JIMMY REGENT, IL BASTARDO PUTTANIERE DI GARTH ENNIS

Jimmy Regent

Diciamolo, James “Jimmy” Regent è un bastardo e un puttaniere della peggior specie. Violento, spregiudicato e seduttore impenitente. Uno di quelli che non ha rispetto per niente e per nessuno, specialmente per le donne.
Per Jimmy Regent esiste solo Jimmy Regent.
Jimmy Regent è il principale agente del Secret Intelligence Service del Regno Unito (MI6), in quanto tale non ha un momento di pace.


Dopo avere eliminato Bobo la scimmia/pagliaccio, il suo vecchio nemico Theophilus Trigger e un gruppo di terroristi, il nostro non ha tempo di godersi il meritato riposo: una setta, la Soluzione Gender, composta da uomini e donne altamente addestrati e pericolosi, sta mettendo a ferro e fuoco la capitale britannica con lo scopo di attirare il super agente segreto in una trappola ed eliminarlo.
Jimmy Regent e Nancy McEwan, che pare essere l’unica donna in grado di resistere al suo fascino, dovranno sistemare le cose…

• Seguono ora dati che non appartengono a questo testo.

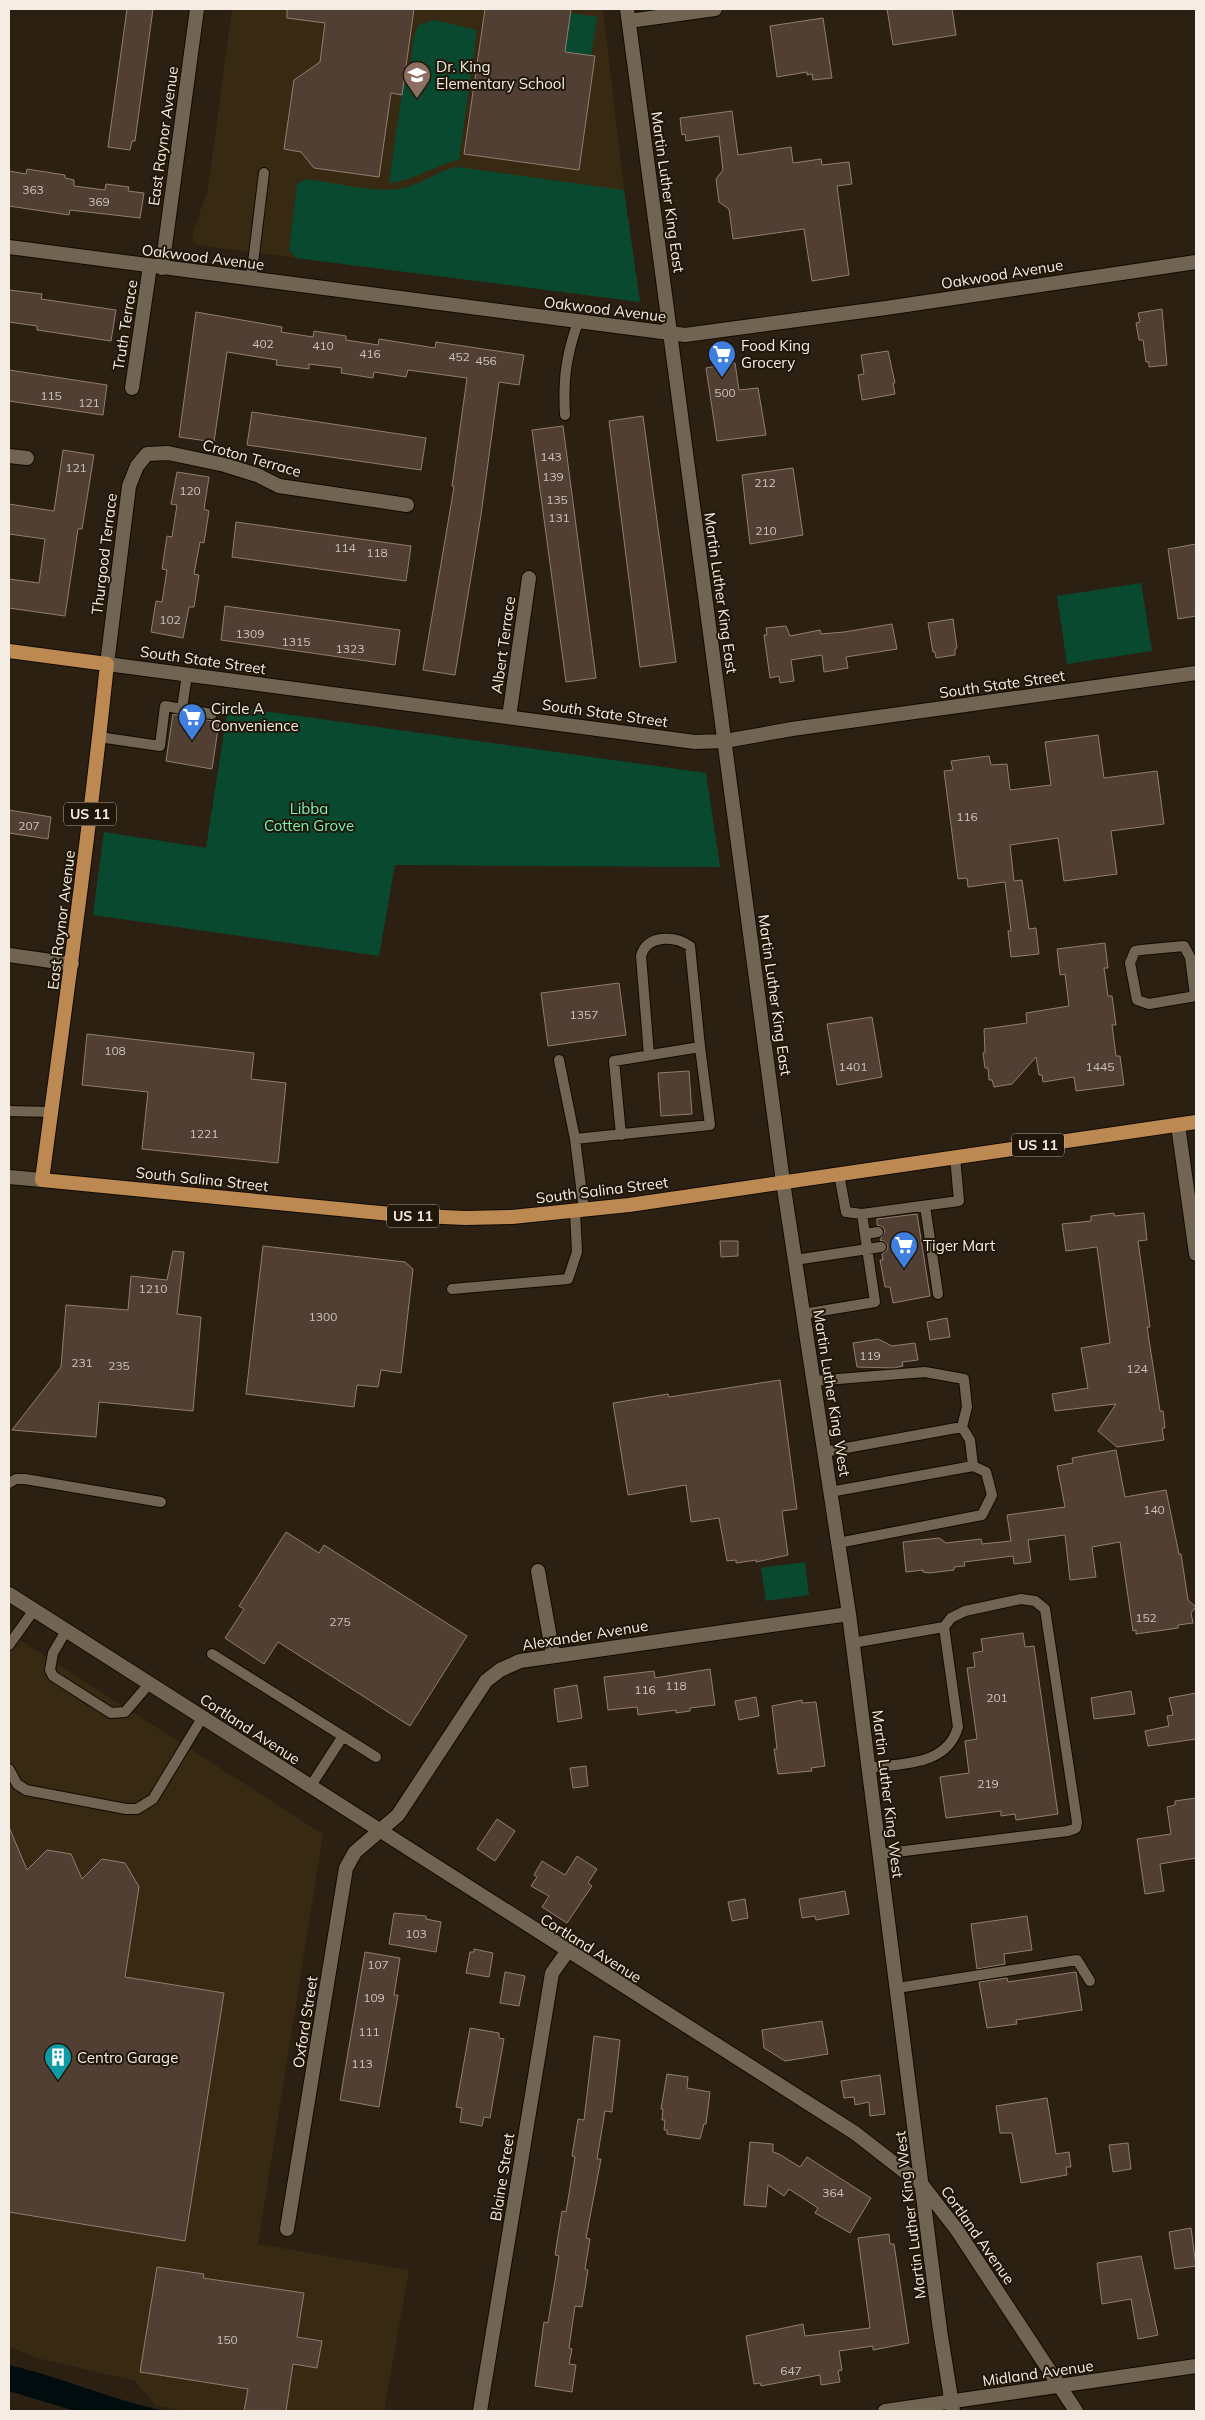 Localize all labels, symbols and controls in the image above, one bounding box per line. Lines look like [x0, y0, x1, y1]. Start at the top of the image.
place label: Dr. King Elementary School [436, 57, 565, 93]
school or university icon: Dr. King Elementary School [402, 60, 432, 99]
street label: East Raynor Avenue [144, 65, 182, 207]
street label: Martin Luther King East [647, 110, 689, 274]
house number: 363 [22, 182, 44, 197]
house number: 369 [88, 194, 110, 209]
street label: Oakwood Avenue [141, 240, 265, 274]
street label: Oakwood Avenue [940, 255, 1064, 293]
street label: Truth Terrace [108, 278, 142, 372]
street label: Oakwood Avenue [543, 292, 667, 326]
house number: 402 [252, 336, 274, 351]
place label: Food King Grocery [741, 336, 810, 372]
house number: 410 [312, 338, 334, 353]
supermarket icon: Food King Grocery [707, 339, 737, 378]
house number: 416 [359, 346, 381, 361]
house number: 452 [448, 349, 470, 364]
house number: 456 [475, 353, 497, 368]
house number: 500 [714, 385, 736, 400]
house number: 115 [40, 388, 62, 403]
house number: 121 [78, 395, 100, 410]
street label: Croton Terrace [200, 435, 304, 481]
house number: 143 [540, 449, 562, 464]
house number: 121 [65, 460, 87, 475]
house number: 139 [542, 469, 564, 484]
house number: 212 [754, 475, 776, 490]
house number: 120 [179, 483, 201, 498]
street label: Thurgood Terrace [87, 492, 121, 616]
house number: 135 [546, 492, 568, 507]
house number: 131 [548, 510, 570, 525]
street label: Martin Luther King East [700, 511, 742, 675]
house number: 210 [755, 523, 777, 538]
house number: 114 [334, 540, 356, 555]
house number: 118 [366, 545, 388, 560]
street label: Albert Terrace [487, 595, 519, 695]
house number: 102 [159, 612, 181, 627]
house number: 1309 [236, 626, 264, 641]
house number: 1315 [282, 634, 310, 649]
house number: 1323 [336, 641, 364, 656]
street label: South State Street [139, 642, 267, 678]
street label: South State Street [938, 666, 1066, 702]
street label: South State Street [541, 695, 669, 731]
place label: Circle A Convenience [211, 699, 299, 735]
supermarket icon: Circle A Convenience [177, 702, 207, 741]
park label: Libba Cotten Grove [264, 799, 354, 835]
road number: US 11 [64, 802, 116, 826]
house number: 116 [956, 809, 978, 824]
house number: 207 [18, 818, 40, 833]
street label: East Raynor Avenue [43, 849, 79, 991]
street label: Martin Luther King East [754, 913, 796, 1077]
house number: 1357 [570, 1007, 598, 1022]
house number: 108 [104, 1043, 126, 1058]
house number: 1401 [839, 1059, 867, 1074]
house number: 1445 [1086, 1059, 1114, 1074]
house number: 1221 [190, 1126, 218, 1141]
road number: US 11 [1012, 1134, 1064, 1156]
street label: South Salina Street [135, 1163, 269, 1195]
street label: South Salina Street [535, 1172, 669, 1208]
road number: US 11 [387, 1204, 439, 1228]
supermarket icon: Tiger Mart [889, 1230, 919, 1269]
place label: Tiger Mart [923, 1236, 995, 1255]
house number: 1210 [139, 1281, 167, 1296]
street label: Martin Luther King West [809, 1308, 855, 1478]
house number: 1300 [309, 1309, 337, 1324]
house number: 119 [859, 1348, 881, 1363]
house number: 231 [71, 1355, 93, 1370]
house number: 235 [108, 1358, 130, 1373]
house number: 124 [1126, 1361, 1148, 1376]
house number: 140 [1143, 1502, 1165, 1517]
house number: 152 [1135, 1610, 1157, 1625]
house number: 275 [329, 1614, 351, 1629]
street label: Alexander Avenue [521, 1616, 649, 1654]
house number: 118 [665, 1678, 687, 1693]
house number: 116 [634, 1682, 656, 1697]
street label: Cortland Avenue [196, 1689, 304, 1769]
house number: 201 [986, 1690, 1008, 1705]
street label: Martin Luther King West [868, 1709, 908, 1879]
house number: 219 [977, 1776, 999, 1791]
street label: Cortland Avenue [537, 1909, 645, 1987]
house number: 103 [405, 1926, 427, 1941]
house number: 107 [367, 1957, 389, 1972]
street label: Oxford Street [288, 1975, 322, 2069]
house number: 109 [363, 1990, 385, 2005]
house number: 111 [358, 2024, 380, 2039]
building icon: Centro Garage [43, 2042, 73, 2081]
place label: Centro Garage [77, 2048, 178, 2067]
house number: 113 [351, 2056, 373, 2071]
street label: Martin Luther King West [890, 2130, 930, 2300]
street label: Blaine Street [486, 2132, 518, 2222]
street label: Cortland Avenue [937, 2182, 1019, 2288]
house number: 364 [822, 2185, 844, 2200]
house number: 150 [216, 2332, 238, 2347]
street label: Midland Avenue [981, 2356, 1095, 2390]
house number: 647 [780, 2363, 802, 2378]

Jimmy Regent, la spia che può abbattere due elicotteri da guerra con… una pallina da golf

La casa editrice Saldapress porta in Italia Jimmy’s Bastars, una delle ultime serie targate AfterShock, scritta da Garth Ennis e illustrata da Russ Braun, in un volume che contiene i primi cinque numeri usciti in America da agosto a novembre 2017.


Che Jimmy Regent sia ispirato a James Bond di Ian Fleming è fin troppo evidente. Garth Ennis ha creato uno scenario per una parodia dove non c’è traccia di qualsiasi forma di politically correct.
Questo humor decisamente nero, condito da una violenza cartoonesca, permette all’autore di sfoggiare la sua irriverenza a cui ci ha abituato senza scadere in un trash gratuito.
I personaggi sopra le righe e stereotipati, le situazioni pazzesche strabordanti di violenza e sesso si amano o si odiano. Non c’è spazio per le vie di mezzo nelle creazioni di Garth Ennis.
Le scene d’azione punteggiate da “secchiate” di emoglobina, gli scambi di battute divertenti e sarcastiche, spesso volgari, fanno da contorno perfetto a una trama delirante e lineare, non priva di spunti sulla società attuale e sulle sue molteplici contraddizioni. I dialoghi al vetriolo rappresentano una critica sociale e politica neanche troppo velata, che si aggiunge al divertissement d’azione.
Tuttavia, l’obiettivo primario del titolo resta quello di divertire.

RegentRegent
E poi c’è Nancy McEwan, la partner (lavorativa) di Jimmy, presenza femminile che Ennis utilizza per criticare lo stereotipo dell’eroe macho e sciupafemmine che si trova in moltissime opere popolari.

Regent
La storia, divertente e non impegnativa, si legge agilmente e non mancano le trovate interessanti e i momenti “d’autore”. La satira, vicina all’oltraggio, è praticamente ovunque e questo tende a schiacciare l’intrigo spionistico, spostando forse un po’ troppo l’attenzione sul personaggio e la sua personalità.
C’è comunque spazio anche per i colpi di scena e un cliffhanger finale, che getta un interessante ponte sui prossimi numeri della serie.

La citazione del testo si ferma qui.